Need recipe for invert sugar
says to use 1 teaspoon of lemon juice to 1lb of sugar and 20 minutes. The two parts sugar and 1part water says to simmer for 5 to 7 minutes. These all seem rather imprecise because the consistency sounds like it might vary depending on how hot your burners are. The consistency of commercial inverted sugar is crisco like.
You could always try to use honey which contains natural inverted sugar.
And while it does improve mouthfeel and increases shelf life of truffles, if it's just for home use you don't really need to use inverted sugar in the recipes, though you might have to adjust the sweetness a little.
I was just looking for a recipe for invert sugar and found this one: 3 cups sugar, 1-1/2 cup water, 1/4 tsp. citric acid (or juice of half lemon).. Bring almost to a boil, stirring until sugar dissolves, then simmer lively for 30 min.
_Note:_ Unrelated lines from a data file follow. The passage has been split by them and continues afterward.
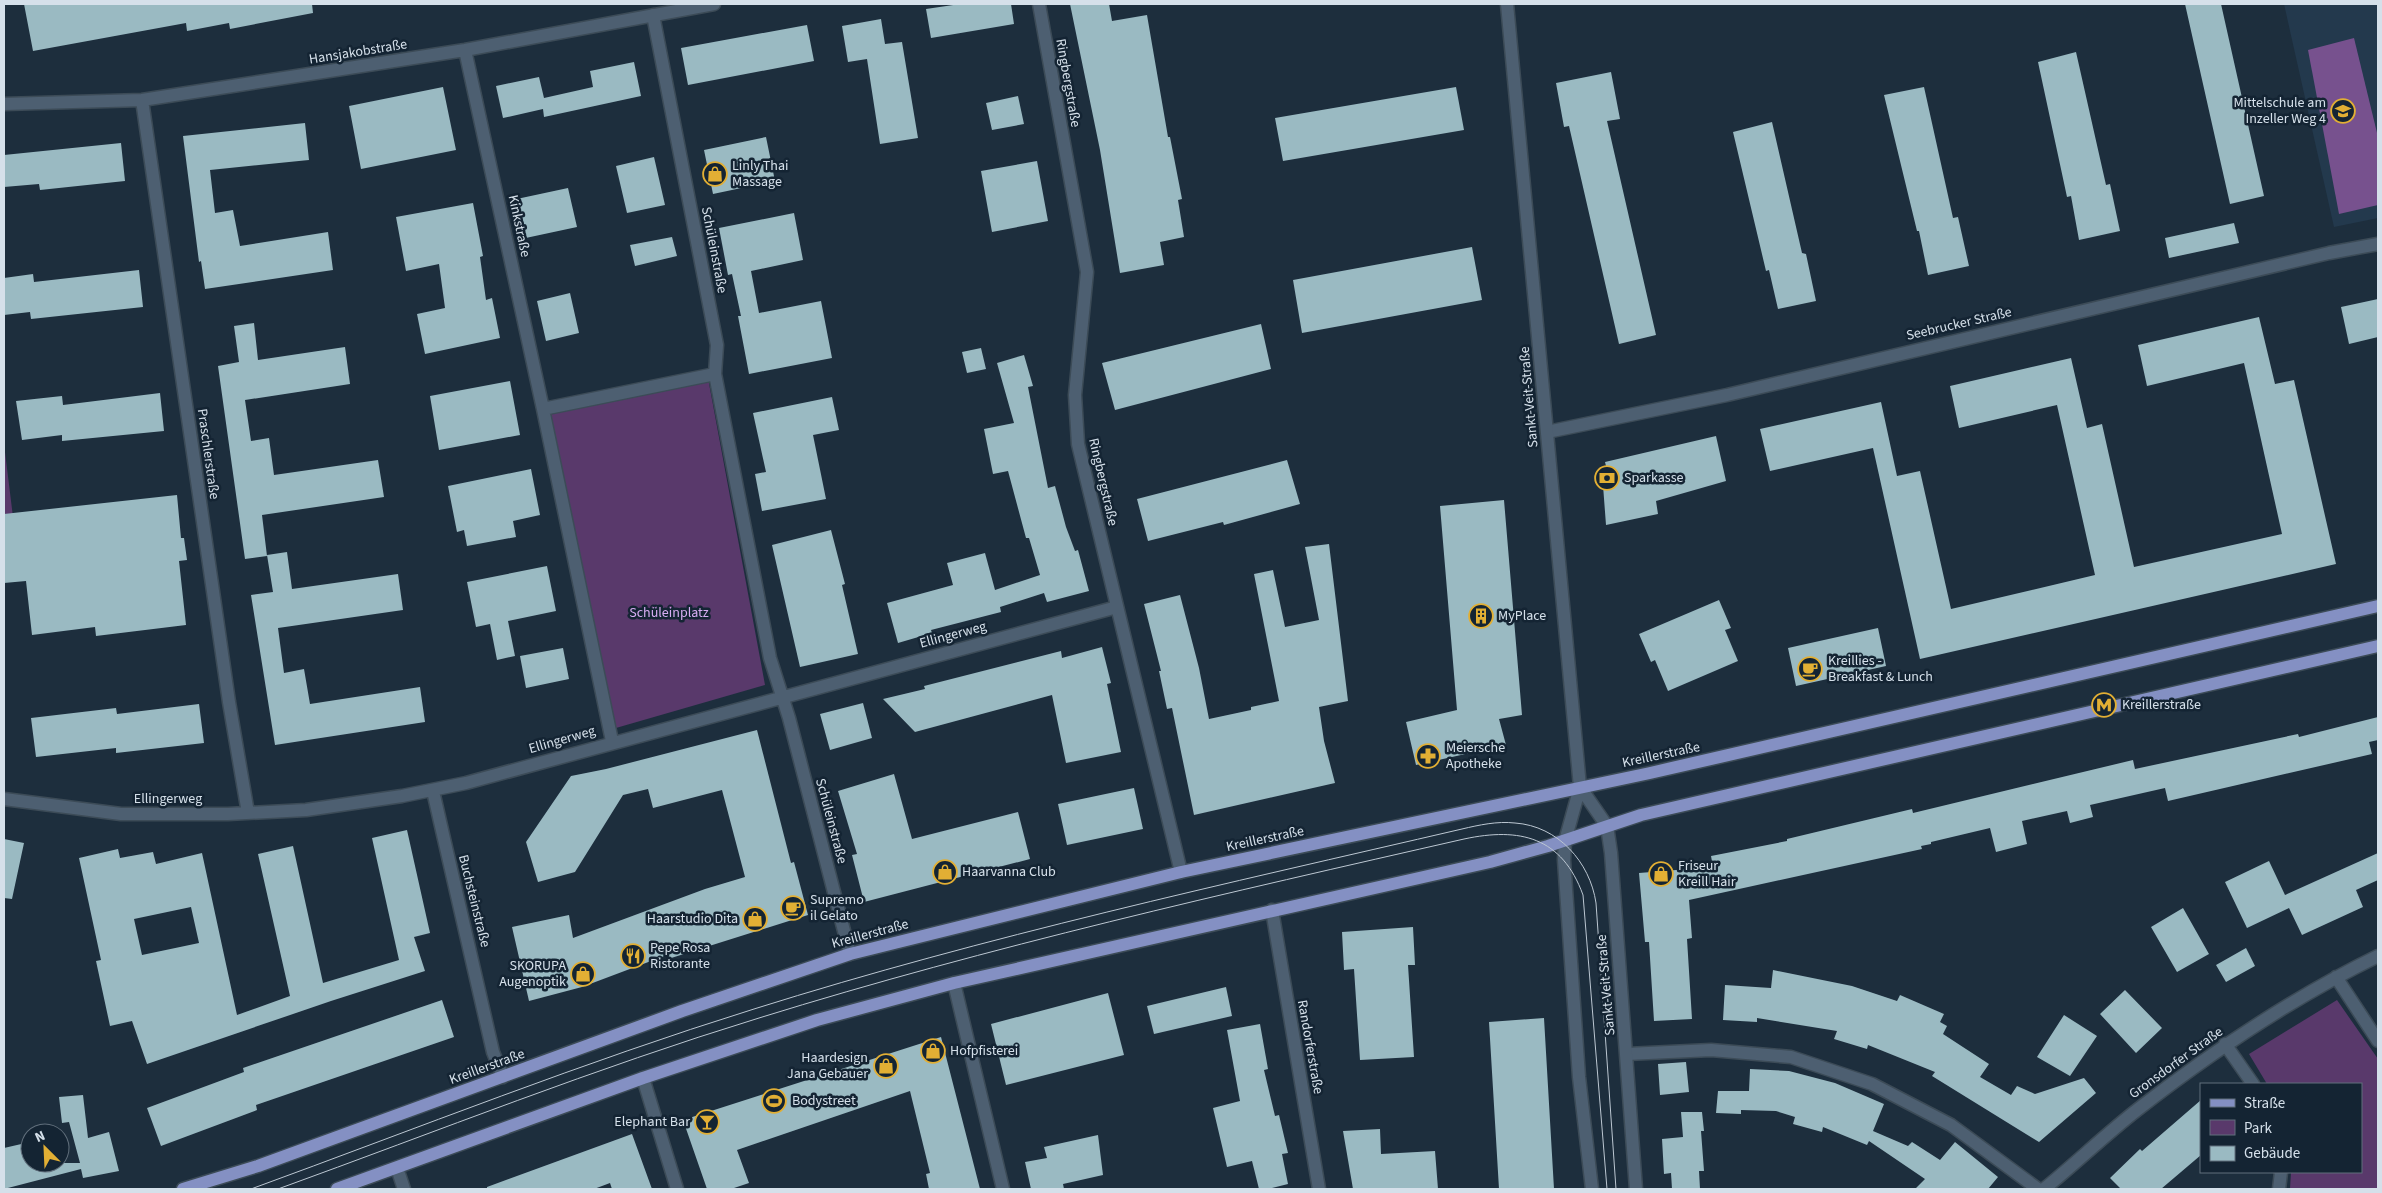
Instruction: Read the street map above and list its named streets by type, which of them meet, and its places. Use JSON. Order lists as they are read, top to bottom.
{
  "streets": {
    "main road": ["Kreillerstraße"],
    "street": [
      "Hansjakobstraße",
      "Ringbergstraße",
      "Kinkstraße",
      "Schüleinstraße",
      "Seebrucker Straße",
      "Sankt-Veit-Straße",
      "Praschlerstraße",
      "Ellingerweg",
      "Buchsteinstraße",
      "Randorferstraße",
      "Gronsdorfer Straße"
    ]
  },
  "crossings": [
    ["Hansjakobstraße", "Kinkstraße"],
    ["Hansjakobstraße", "Schüleinstraße"],
    ["Hansjakobstraße", "Praschlerstraße"],
    ["Ringbergstraße", "Ellingerweg"],
    ["Ringbergstraße", "Kreillerstraße"],
    ["Schüleinstraße", "Ellingerweg"],
    ["Schüleinstraße", "Kreillerstraße"],
    ["Seebrucker Straße", "Sankt-Veit-Straße"],
    ["Sankt-Veit-Straße", "Kreillerstraße"],
    ["Praschlerstraße", "Ellingerweg"],
    ["Ellingerweg", "Buchsteinstraße"],
    ["Kreillerstraße", "Buchsteinstraße"]
  ],
  "parks": ["Schüleinplatz"],
  "places": {
    "school or university": ["Mittelschule am Inzeller Weg 4"],
    "shop": [
      "Linly Thai Massage",
      "Haarvanna Club",
      "Friseur Kreill Hair",
      "Haarstudio Dita",
      "SKORUPA Augenoptik",
      "Hofpfisterei",
      "Haardesign Jana Gebauer"
    ],
    "bank": ["Sparkasse"],
    "building": ["MyPlace"],
    "cafe": ["Kreillies - Breakfast & Lunch", "Supremo il Gelato"],
    "metro station": ["Kreillerstraße"],
    "pharmacy": ["Meiersche Apotheke"],
    "restaurant": ["Pepe Rosa Ristorante"],
    "sports": ["Bodystreet"],
    "bar": ["Elephant Bar"]
  },
  "legend": ["Straße", "Park", "Gebäude"],
  "north": "top left"
}
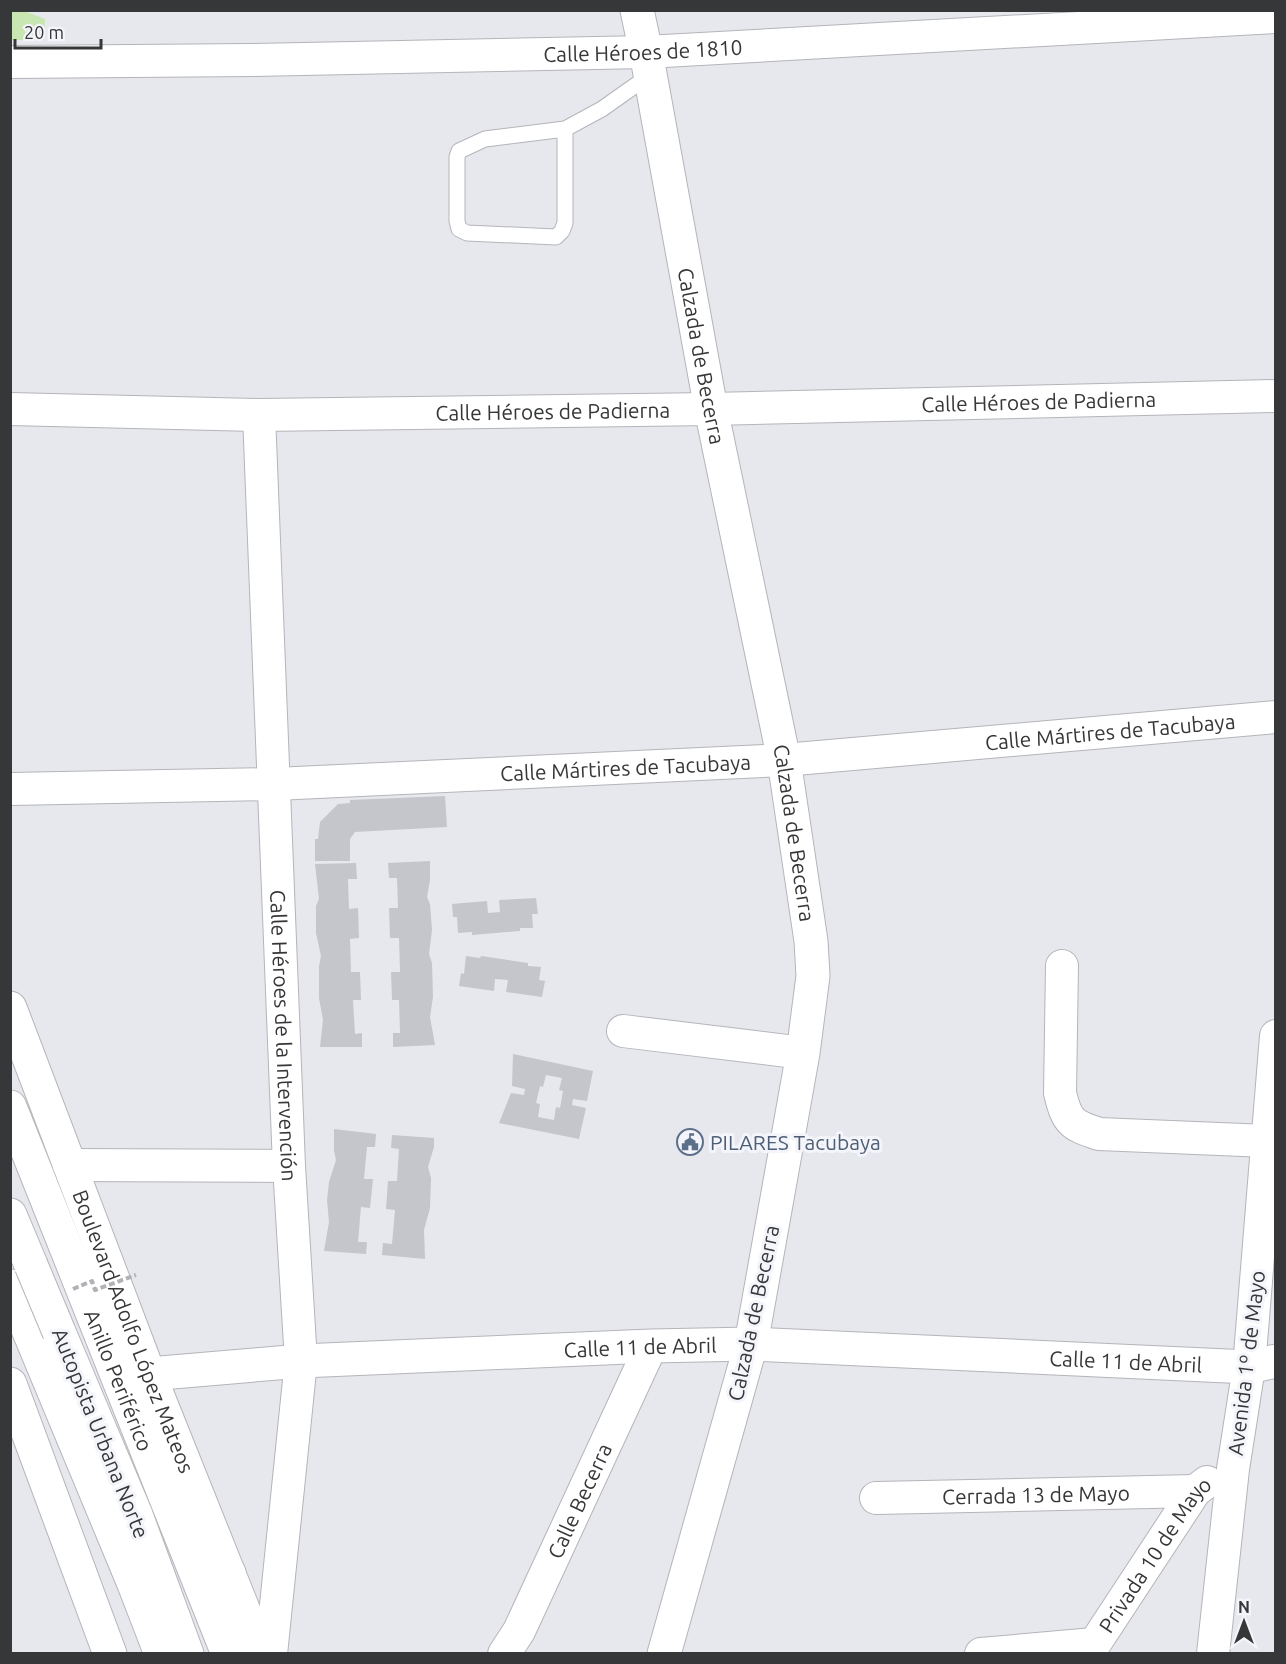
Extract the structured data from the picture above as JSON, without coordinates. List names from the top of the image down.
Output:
{
  "streets": {
    "main road": [
      "Calzada de Becerra",
      "Boulevard Adolfo López Mateos",
      "Calle 11 de Abril",
      "Anillo Periférico",
      "Autopista Urbana Norte"
    ],
    "street": [
      "Calle Héroes de 1810",
      "Calle Héroes de Padierna",
      "Calle Mártires de Tacubaya",
      "Calle Héroes de la Intervención",
      "Avenida 1º de Mayo",
      "Cerrada 13 de Mayo",
      "Calle Becerra",
      "Privada 10 de Mayo"
    ]
  },
  "crossings": [
    ["Calle Héroes de 1810", "Calzada de Becerra"],
    ["Calzada de Becerra", "Calle Héroes de Padierna"],
    ["Calzada de Becerra", "Calle Mártires de Tacubaya"],
    ["Calzada de Becerra", "Calle 11 de Abril"],
    ["Calle Héroes de Padierna", "Calle Héroes de la Intervención"],
    ["Calle Mártires de Tacubaya", "Calle Héroes de la Intervención"],
    ["Calle Héroes de la Intervención", "Calle 11 de Abril"],
    ["Boulevard Adolfo López Mateos", "Calle 11 de Abril"],
    ["Calle 11 de Abril", "Avenida 1º de Mayo"],
    ["Calle 11 de Abril", "Calle Becerra"],
    ["Avenida 1º de Mayo", "Privada 10 de Mayo"],
    ["Cerrada 13 de Mayo", "Privada 10 de Mayo"]
  ],
  "places": {
    "public building": ["PILARES Tacubaya"]
  },
  "scale_bar": "20 m",
  "north": "top"
}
This is for making candy and I hope it will work for my sorbet. see http://www.chocolatenews.org.
I read also that Golden Syrup could be used. Golden syrup is widely available in NZ, Australia, UK but more difficult to find in USA.
Another source recommends buying invert sugar from cake decorating supply shops.
Here's what you need: ( I have tried it at home)
1. Half pound raw cane sugar.
2. 1/6 teaspoon of citric acid
3. 1 large cup water
Mix all three of them in a pot and simmer at a low heat and keep stirring. It can take anywhere between 15 minutes to 1 hour. Once it starts to become sticky and golden brown, you are all set.